Print the entries underneath word for word, omitting whatever pictures they contain.
┌──
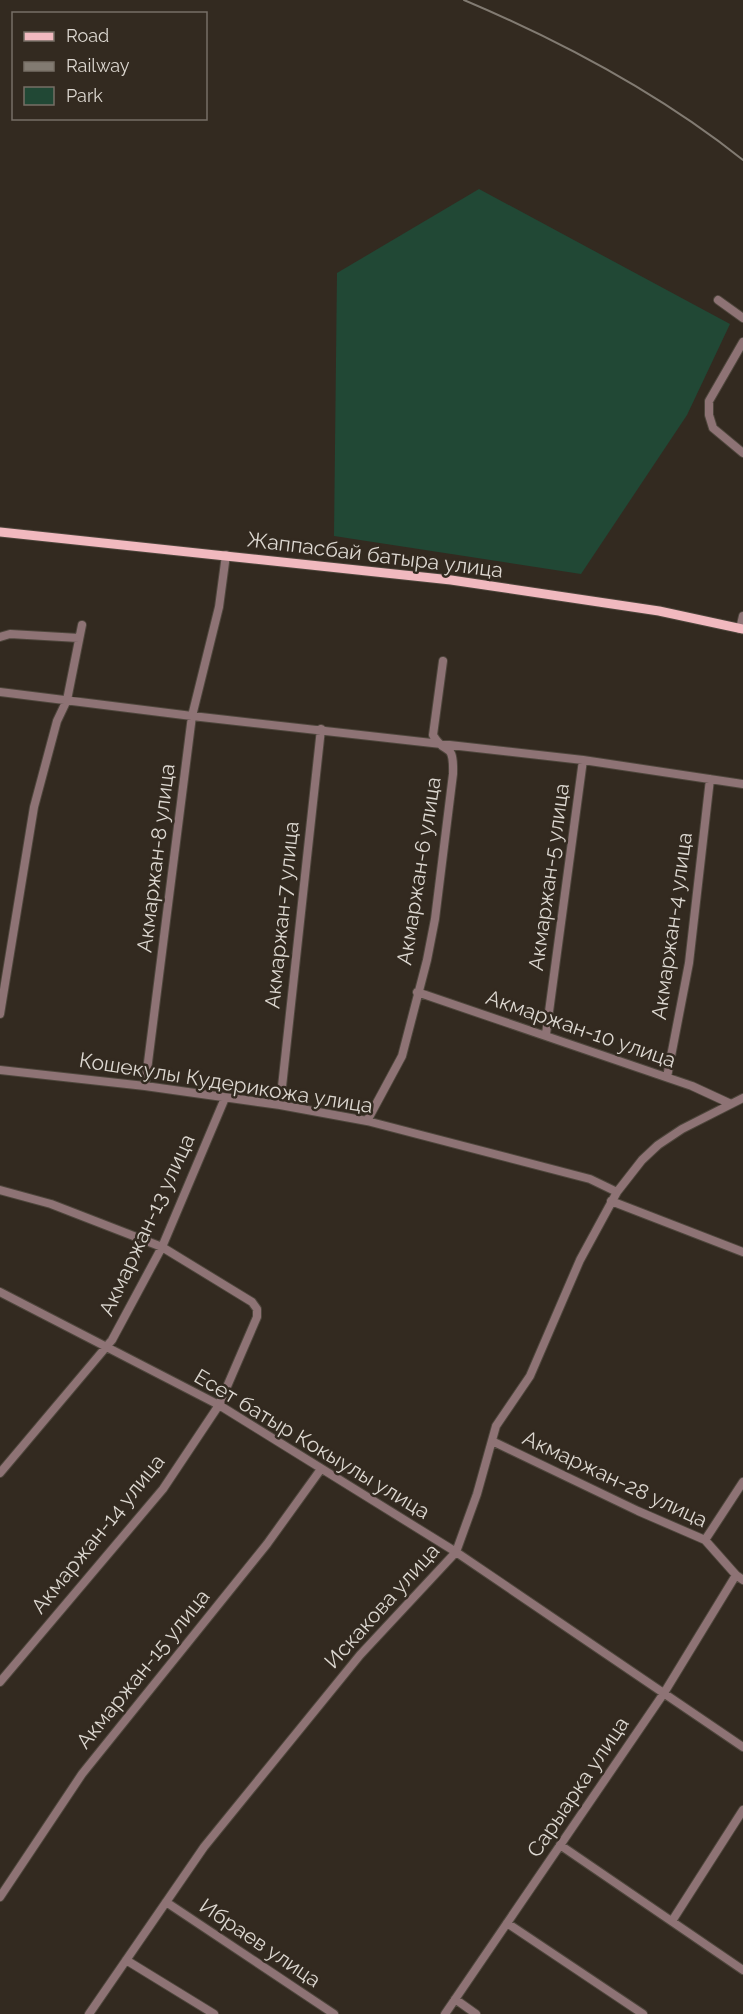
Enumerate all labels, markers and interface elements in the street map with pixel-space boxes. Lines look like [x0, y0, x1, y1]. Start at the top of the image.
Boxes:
legend [12, 12, 207, 120]
text: Road [66, 25, 109, 46]
text: Railway [66, 55, 130, 76]
text: Park [66, 85, 103, 106]
street label: Жаппасбай батыра улица [246, 526, 505, 583]
street label: Акмаржан-8 улица [132, 762, 179, 954]
street label: Акмаржан-6 улица [391, 775, 446, 967]
street label: Акмаржан-5 улица [523, 782, 574, 972]
street label: Акмаржан-7 улица [259, 820, 304, 1010]
street label: Акмаржан-4 улица [646, 831, 697, 1021]
street label: Акмаржан-10 улица [483, 984, 679, 1073]
street label: Кошекулы Кудерикожа улица [77, 1047, 375, 1118]
street label: Акмаржан-13 улица [93, 1130, 200, 1320]
street label: Есет батыр Кокыулы улица [190, 1363, 435, 1524]
street label: Акмаржан-28 улица [519, 1425, 712, 1532]
street label: Акмаржан-14 улица [26, 1449, 170, 1618]
street label: Искакова улица [319, 1538, 444, 1673]
street label: Акмаржан-15 улица [71, 1584, 215, 1753]
street label: Сарыарка улица [521, 1712, 634, 1862]
street label: Ибраев улица [195, 1893, 326, 1992]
└──
* [RESULT]
Enumerate all labels, markers and interface elements in the street map with pixel-space boxes. Lines look like [x0, y0, x1, y1]. Start at the top of the image.
Boxes:
legend [12, 12, 207, 120]
text: Road [66, 25, 109, 46]
text: Railway [66, 55, 130, 76]
text: Park [66, 85, 103, 106]
street label: Жаппасбай батыра улица [246, 526, 505, 583]
street label: Акмаржан-8 улица [132, 762, 179, 954]
street label: Акмаржан-6 улица [391, 775, 446, 967]
street label: Акмаржан-5 улица [523, 782, 574, 972]
street label: Акмаржан-7 улица [259, 820, 304, 1010]
street label: Акмаржан-4 улица [646, 831, 697, 1021]
street label: Акмаржан-10 улица [483, 984, 679, 1073]
street label: Кошекулы Кудерикожа улица [77, 1047, 375, 1118]
street label: Акмаржан-13 улица [93, 1130, 200, 1320]
street label: Есет батыр Кокыулы улица [190, 1363, 435, 1524]
street label: Акмаржан-28 улица [519, 1425, 712, 1532]
street label: Акмаржан-14 улица [26, 1449, 170, 1618]
street label: Искакова улица [319, 1538, 444, 1673]
street label: Акмаржан-15 улица [71, 1584, 215, 1753]
street label: Сарыарка улица [521, 1712, 634, 1862]
street label: Ибраев улица [195, 1893, 326, 1992]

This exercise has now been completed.